En effet, le lendemain ils reprirent la même route et arrivèrent sans obstacles jusqu'à là Malagrotta; mais là ils tombent dans un parti de Garibaldiens; M. Mangin, malgré son caractère diplomatique et les protestations du capitaine romain qui l'accompagne, est arrêté. Les fusils sont braqués sur sa poitrine, un colonel de cavalerie,

nommé Masina, menace de le faire fusiller. Il ne faut rien moins que l'intervention de Garibaldi, lui-même, pour le préserver d'une mort certaine; il est forcé de rentrer dans Rome.

En présence de ces difficultés, un courage moins vigoureusement trempé aurait faibli, mais son énergie grandit en proportion de l'obstacle.
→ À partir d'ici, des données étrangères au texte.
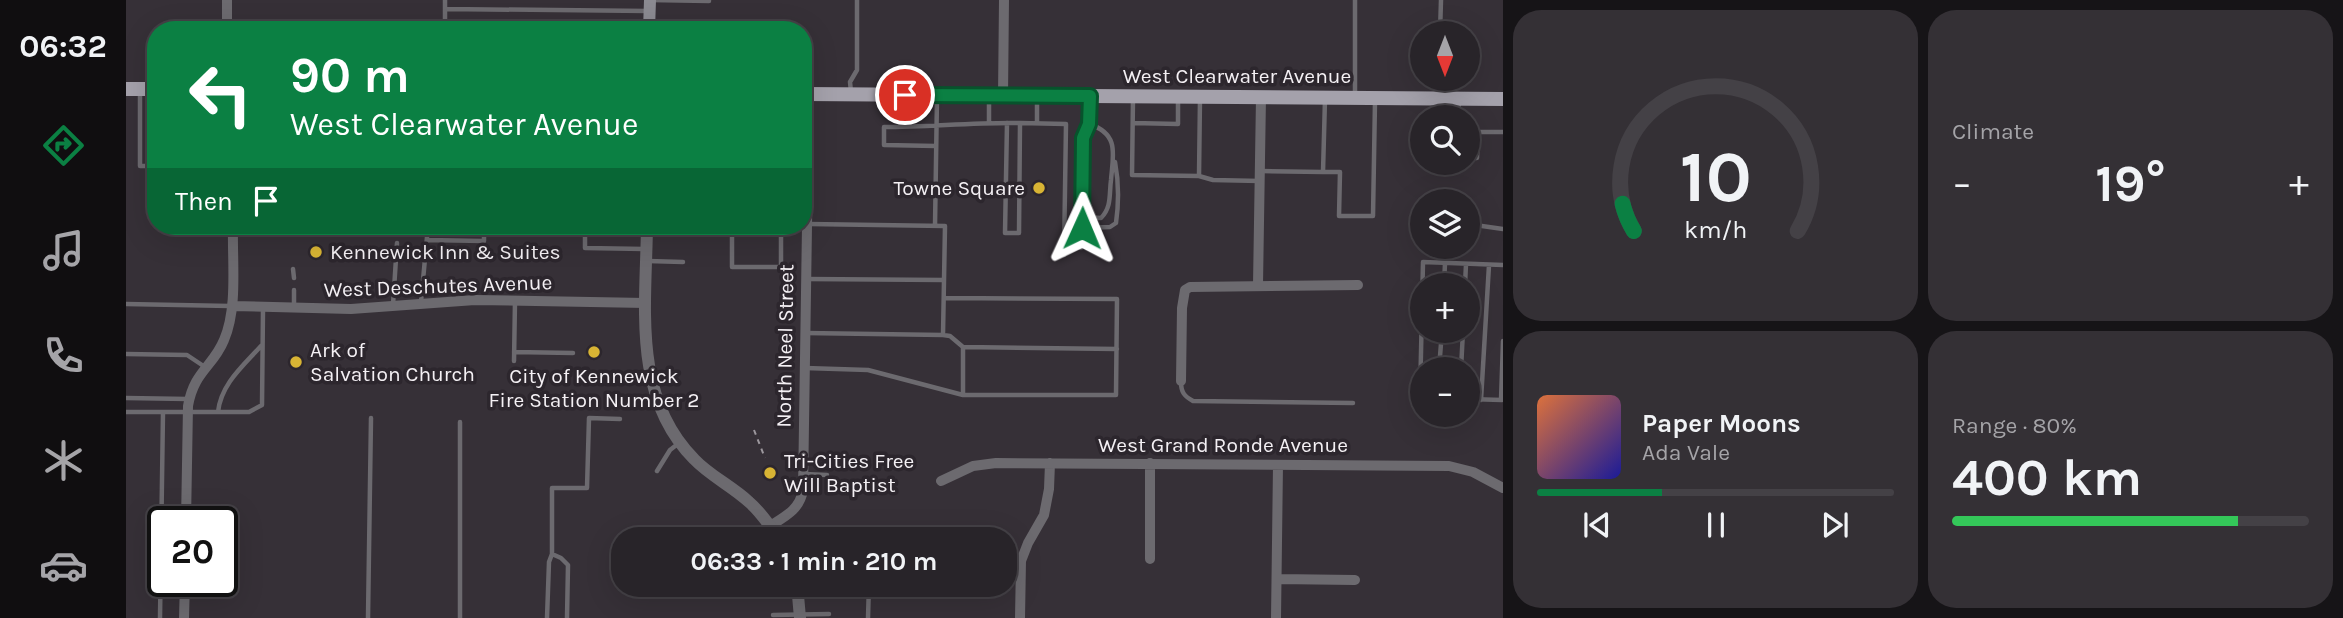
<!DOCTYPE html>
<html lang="en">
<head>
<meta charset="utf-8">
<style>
	body { margin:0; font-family:Karla,sans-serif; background:#343035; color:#f1f3f6; height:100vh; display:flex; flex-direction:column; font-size:26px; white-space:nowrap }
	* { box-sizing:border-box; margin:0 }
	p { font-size:23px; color:#a5a4a8 }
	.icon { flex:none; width:38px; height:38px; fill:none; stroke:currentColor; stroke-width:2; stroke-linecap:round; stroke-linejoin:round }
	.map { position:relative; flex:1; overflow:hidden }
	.drawer { display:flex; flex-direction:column; gap:10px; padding:10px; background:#161417; width:840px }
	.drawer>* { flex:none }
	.banner { position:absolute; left:21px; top:21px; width:665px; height:214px; border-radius:28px; box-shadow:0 7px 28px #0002,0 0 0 2px #444146; background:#0b8043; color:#fff; overflow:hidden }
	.needle { width:46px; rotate:180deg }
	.buttons { position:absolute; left:1284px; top:21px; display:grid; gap:14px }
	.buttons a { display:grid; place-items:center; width:70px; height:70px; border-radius:50%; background:#282429; box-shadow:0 7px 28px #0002,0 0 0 2px #444146; font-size:35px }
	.speed { position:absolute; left:21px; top:506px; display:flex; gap:14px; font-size:35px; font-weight:700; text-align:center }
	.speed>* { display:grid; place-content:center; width:91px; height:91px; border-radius:50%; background:#282429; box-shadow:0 7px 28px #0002,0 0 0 2px #444146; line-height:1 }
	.speed .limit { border:4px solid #111; border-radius:10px; background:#fff; color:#111 }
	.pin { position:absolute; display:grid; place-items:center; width:60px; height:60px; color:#fff; margin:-30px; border:4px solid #fff; border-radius:50%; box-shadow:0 2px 7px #0007 }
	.me { position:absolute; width:77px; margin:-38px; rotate:1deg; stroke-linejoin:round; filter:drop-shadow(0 0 5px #0008) }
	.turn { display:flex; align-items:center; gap:24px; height:147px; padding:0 28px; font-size:32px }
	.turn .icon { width:91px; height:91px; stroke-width:2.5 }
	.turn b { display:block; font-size:49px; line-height:60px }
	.then { display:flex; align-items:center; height:66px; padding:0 28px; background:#0003; gap:14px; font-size:26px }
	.big { font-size:52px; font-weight:700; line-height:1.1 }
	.drawer .widget { flex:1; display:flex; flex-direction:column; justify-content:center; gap:10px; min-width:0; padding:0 24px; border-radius:28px; background:#343035 }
	.drawer .dial { align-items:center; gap:0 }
	.dial svg { height:182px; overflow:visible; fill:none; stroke:#444146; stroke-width:7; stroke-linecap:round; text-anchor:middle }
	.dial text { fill:#f1f3f6; stroke:none }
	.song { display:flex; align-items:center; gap:21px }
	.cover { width:84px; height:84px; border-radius:10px; background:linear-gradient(135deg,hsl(20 70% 55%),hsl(240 70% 35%)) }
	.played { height:7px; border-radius:4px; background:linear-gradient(90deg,#0b8043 35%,#444146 35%) }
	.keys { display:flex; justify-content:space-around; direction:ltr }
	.heat { display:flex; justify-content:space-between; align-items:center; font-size:38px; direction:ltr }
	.charge { height:10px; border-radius:5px; background:linear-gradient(90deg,#34c759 80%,#444146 0) }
	.drawer .tiles { flex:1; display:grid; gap:10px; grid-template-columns:repeat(2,1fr) }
	.trip { position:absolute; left:485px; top:527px; width:406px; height:70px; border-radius:28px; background:#282429; box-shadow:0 7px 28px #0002,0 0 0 2px #444146; font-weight:700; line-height:70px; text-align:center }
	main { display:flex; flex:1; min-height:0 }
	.menu { display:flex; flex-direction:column; width:126px; justify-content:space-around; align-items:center; background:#100e10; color:#a5a4a8 }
	.menu .icon { width:49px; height:49px }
	.menu .current { color:#0b8043 }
	.menu b { font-size:32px; color:#f1f3f6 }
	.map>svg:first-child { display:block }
</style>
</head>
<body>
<main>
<nav class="menu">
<b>06:32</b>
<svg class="icon current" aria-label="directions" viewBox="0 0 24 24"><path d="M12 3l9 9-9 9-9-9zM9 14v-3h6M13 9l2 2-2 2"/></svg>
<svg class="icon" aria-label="music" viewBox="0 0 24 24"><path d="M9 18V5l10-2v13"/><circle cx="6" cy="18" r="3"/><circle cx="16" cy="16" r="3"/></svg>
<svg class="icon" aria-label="phone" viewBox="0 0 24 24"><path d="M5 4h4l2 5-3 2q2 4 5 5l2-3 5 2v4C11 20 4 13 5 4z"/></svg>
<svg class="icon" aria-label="climate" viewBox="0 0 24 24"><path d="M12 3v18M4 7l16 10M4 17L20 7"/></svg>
<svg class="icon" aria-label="car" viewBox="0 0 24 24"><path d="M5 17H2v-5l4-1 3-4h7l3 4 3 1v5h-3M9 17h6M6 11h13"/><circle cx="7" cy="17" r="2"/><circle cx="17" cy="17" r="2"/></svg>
</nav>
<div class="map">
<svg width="1377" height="618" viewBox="0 0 1377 618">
	<rect width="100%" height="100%" fill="#363037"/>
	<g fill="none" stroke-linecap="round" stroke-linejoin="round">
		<!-- path -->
		<path stroke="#9c979d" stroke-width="2" stroke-dasharray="5 5" stroke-linecap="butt" d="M 628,430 L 639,458"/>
		<!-- service -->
		<path stroke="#6c6a6f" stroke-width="4.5" d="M 525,0 L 583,1
			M 1229,0 L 1229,94
			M 319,9 L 522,11
			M 319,30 L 319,0
			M 1314,33 L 1315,0
			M 14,90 L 14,166 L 30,166
			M 725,92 L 724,82 L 731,70 L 731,0
			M 1313,95 L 1313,79
			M 1007,98 L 1006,175 L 1073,176 L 1074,98
			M 863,99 L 863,122
			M 1332,117 L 1333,101
			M 881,123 L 879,233 L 893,233 L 894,123 L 940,124 L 938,255
			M 911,123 L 911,100
			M 1007,123 L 1052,124 L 1052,98
			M 1342,132 L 1377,132
			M 810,146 L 758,145 L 758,127 C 803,127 849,122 894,123
			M 1342,158 L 1351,158 L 1352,132
			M 1135,171 L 1197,172 L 1199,99
			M 1197,172 L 1214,172 L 1213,216 L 1247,216 L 1249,101
			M 1073,176 L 1087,180 L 1134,181
			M 957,217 L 975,218 C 986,207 983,194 985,180 C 987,155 994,134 963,124
			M 683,224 L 819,226 L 817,335
			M 1342,224 L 1377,229
			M 459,226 L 459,248 L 519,249
			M 606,226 L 606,267 L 655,267 L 655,226
			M 809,226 L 811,97
			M 956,228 L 984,227 L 990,223 C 993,202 993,183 989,162
			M 301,240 L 358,241 L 358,226
			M 955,248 L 957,138 L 963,123 L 964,97
			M 522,261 L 557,262
			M 167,269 L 168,278
			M 680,279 L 818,280
			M 1318,285 L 1319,263
			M 1339,285 L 1340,264
			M 295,302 L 302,226
			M 0,304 L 104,306
			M 267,305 L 271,243
			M 168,308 L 168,290
			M 679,333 L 817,335 L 824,336 L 837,347 L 991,349
			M 837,347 L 837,395
			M 388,352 L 447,353
			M 0,354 L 61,355 L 79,367
			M 388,361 L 389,301
			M 679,368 L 742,370 L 837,395 L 990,395 L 991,299 L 818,298
			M 1313,369 L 1316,331
			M 1335,369 L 1337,331
			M 1055,382 C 1055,392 1058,396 1067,401 L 1227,403
			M 0,398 L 62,399
			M 1297,398 L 1294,398 L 1297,262 L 1377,265
			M 1342,399 L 1376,400
			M 1355,400 L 1363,265
			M 1375,400 L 1377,341
			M 0,412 L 123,412 L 136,405 L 137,309
			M 92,412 C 95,384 117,366 135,346
			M 531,471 L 544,450 L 553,443
			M 678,474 L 701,475
			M 60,521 L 92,520
			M 426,554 L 435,558 L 442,565 L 441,618
			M 647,615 L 703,614
			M 34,618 L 37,412
			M 242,618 L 245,418
			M 334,618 L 334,422
			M 421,618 L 423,562 L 426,554 L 426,488 L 461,488 L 463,418 L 494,419
			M 742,618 L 743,584"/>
		<!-- minor -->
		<path stroke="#6c6a6f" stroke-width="10" d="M 101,30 L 101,0
			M 877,96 L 878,0
			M 1132,285 L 1135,97
			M 106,306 L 225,309 L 349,300 L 520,303
			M 1055,381 L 1056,308 L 1059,290 L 1064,287 L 1232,285
			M 1024,463 L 1024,559
			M 815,481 L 847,466 L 870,463 L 1323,466 L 1347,472 L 1377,488
			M 60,522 L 62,406 C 68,371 87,367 98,340 C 112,308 106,261 107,226
			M 644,526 C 660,516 674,509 677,490 L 683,94
			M 1151,579 L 1229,580
			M 58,618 L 59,581
			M 894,618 L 895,561 L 902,543 L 918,515 L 923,489 L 924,463
			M 1150,618 L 1152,465"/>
		<!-- tertiary -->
		<path stroke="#6c6a6f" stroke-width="12" d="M 521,226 C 520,306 506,397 568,459 C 584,476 606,486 623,502 C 635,512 644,526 653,539
			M 671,584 L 674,618"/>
		<!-- secondary -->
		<path stroke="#8b8a91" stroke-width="12" d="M 523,30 L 524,0"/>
		<!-- primary -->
		<path stroke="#a4a1ab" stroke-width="14" d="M 0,89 L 30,89
			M 677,94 L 1377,99"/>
	</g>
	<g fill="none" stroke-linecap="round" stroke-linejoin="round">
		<defs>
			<path id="route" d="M 779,95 L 964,96 L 963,124 L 957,138 L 956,228"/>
		</defs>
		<!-- route casing -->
		<use href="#route" stroke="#07532c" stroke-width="18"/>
		<!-- route -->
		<use href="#route" stroke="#0b8043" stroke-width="12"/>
	</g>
	<!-- markers -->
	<g fill="#d8b434" stroke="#2c262d" stroke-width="2.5">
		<circle cx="913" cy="188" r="7"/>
		<circle cx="190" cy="252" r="7"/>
		<circle cx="468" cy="352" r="7"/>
		<circle cx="170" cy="362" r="7"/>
		<circle cx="644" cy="473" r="7"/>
	</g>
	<g text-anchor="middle" stroke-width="7" stroke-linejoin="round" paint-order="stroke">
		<!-- street labels -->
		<g font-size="21" fill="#f4f0f4" stroke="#2c262d">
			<text x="1111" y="83">West Clearwater Avenue</text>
			<text transform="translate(312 286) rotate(-2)" y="7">West Deschutes Avenue</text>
			<text transform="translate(659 346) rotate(-89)" y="7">North Neel Street</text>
			<text x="1097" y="452">West Grand Ronde Avenue</text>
		</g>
		<!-- poi labels -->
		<g font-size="21" fill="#f4f0f4" stroke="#2c262d" text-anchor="start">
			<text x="899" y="195" text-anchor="end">Towne Square</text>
			<text x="204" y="259">Kennewick Inn &amp; Suites</text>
			<text x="184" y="357">Ark of<tspan x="184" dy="24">Salvation Church</tspan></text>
			<text x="468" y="383" text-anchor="middle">City of Kennewick<tspan x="468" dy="24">Fire Station Number 2</tspan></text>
			<text x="658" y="468">Tri-Cities Free<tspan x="658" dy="24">Will Baptist</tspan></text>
		</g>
	</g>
</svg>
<div class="buttons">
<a><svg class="needle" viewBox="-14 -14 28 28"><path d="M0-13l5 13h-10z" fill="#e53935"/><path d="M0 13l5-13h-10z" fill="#a5a4a8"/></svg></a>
<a><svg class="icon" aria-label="search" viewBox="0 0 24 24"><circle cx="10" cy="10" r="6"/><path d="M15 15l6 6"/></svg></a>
<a><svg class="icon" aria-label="layers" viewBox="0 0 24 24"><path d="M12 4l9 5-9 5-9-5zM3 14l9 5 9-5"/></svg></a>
<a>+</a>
<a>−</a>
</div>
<div class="speed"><div class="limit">20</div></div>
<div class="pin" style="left:779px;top:95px;background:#d93025"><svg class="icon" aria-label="arrive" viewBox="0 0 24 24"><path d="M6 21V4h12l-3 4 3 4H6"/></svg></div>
<svg class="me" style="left:956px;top:228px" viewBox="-20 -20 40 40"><path d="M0-17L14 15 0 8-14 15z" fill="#0b8043" stroke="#fff" stroke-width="4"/></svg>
<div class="trip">06:33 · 1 min · 210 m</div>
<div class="banner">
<div class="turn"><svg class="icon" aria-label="left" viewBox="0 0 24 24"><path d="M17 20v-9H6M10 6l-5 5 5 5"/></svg><div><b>90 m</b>West Clearwater Avenue</div></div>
<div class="then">Then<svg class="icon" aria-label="arrive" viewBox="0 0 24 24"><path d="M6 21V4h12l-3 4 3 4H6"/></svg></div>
</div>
</div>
<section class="drawer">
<div class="tiles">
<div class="widget dial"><svg viewBox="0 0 100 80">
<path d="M14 69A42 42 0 1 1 86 69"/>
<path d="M14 69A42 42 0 0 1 9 57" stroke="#0b8043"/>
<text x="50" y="56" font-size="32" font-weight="700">10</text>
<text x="50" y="72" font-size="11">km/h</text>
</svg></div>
<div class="widget"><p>Climate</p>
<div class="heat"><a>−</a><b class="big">19°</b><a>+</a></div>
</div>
<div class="widget">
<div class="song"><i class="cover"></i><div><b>Paper Moons</b><p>Ada Vale</p></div></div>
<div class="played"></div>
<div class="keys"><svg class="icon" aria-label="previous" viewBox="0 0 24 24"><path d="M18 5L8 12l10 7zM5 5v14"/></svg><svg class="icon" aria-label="pause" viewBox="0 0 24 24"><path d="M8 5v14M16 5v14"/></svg><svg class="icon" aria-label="next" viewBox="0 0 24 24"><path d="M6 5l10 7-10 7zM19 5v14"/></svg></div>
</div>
<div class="widget"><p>Range · 80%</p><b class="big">400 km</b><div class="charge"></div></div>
</div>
</section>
</main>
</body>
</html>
Il se présente de nouveau devant Mazzini, non plus cette fois en suppliant, mais en homme qui a le droit de parler haut. « La puissance du général Garibaldi, s'écrie-t-il, l'emporterait-elle sur le pouvoir des triumvirs, et il raconte les dangers qu'il a courus, les violences auxquelles il a été soumis et le refus de Garibaldi de le laisser passer outre; dans l'intérêt de Rome, bien plus que dans celui de la France, il importe que ma mission s'accomplisse; elle s'accomplira. » Mazzini lui délivre un nouveau sauf-conduit et M. Mangin repart une troisième fois et parvient sans obstacles à sa destination; il trouve le général en chef assez gravement indisposé; le duc de Reggio, prévoyant les conséquences fâcheuses qui pouvaient surgir d'un système de temporisation, répondit à ces propositions: « Les Romains veulent la guerre, mieux vaut plus tôt que plus tard : cependant, si mieux inspirés ils consentaient à faire acte de soumission envers la France, ils me trouveraient toujours prêt à accueillir toutes propositions conformes à la dignité de

la France et aux intérêts de la souveraineté pontificale. » Mais les renforts n'étaient arrivés qu'en partie. Les défenseurs de Rome profitèrent de ce temps d'arrêt pour continuer leurs travaux de résistance et poursuivre le cours de leurs excès. Le 2 mai, la commission des barricades indiqua les centres où devaient, au premier coup de canon, se réunir les combattants en armes. Le 3, elle fit appel au patriotisme intéressé des forgerons, les suppliant, au nom du peuple, de se rendre au sein de la commission afin d'y prendre connaissance des tribolis, instrument parfait pour tourmenter l'ennemi. Cette machine d'un nouveau genre, était formée avec des planches hérissées de clous. La commission offrait une prime de trente écus, payés comptant, contre la livraison de mille tribolis. Le même jour elle décréta, pour chaque rue l'organisation des barricades mobiles, et lança une proclamation fulminante contre l'armée napolitaine.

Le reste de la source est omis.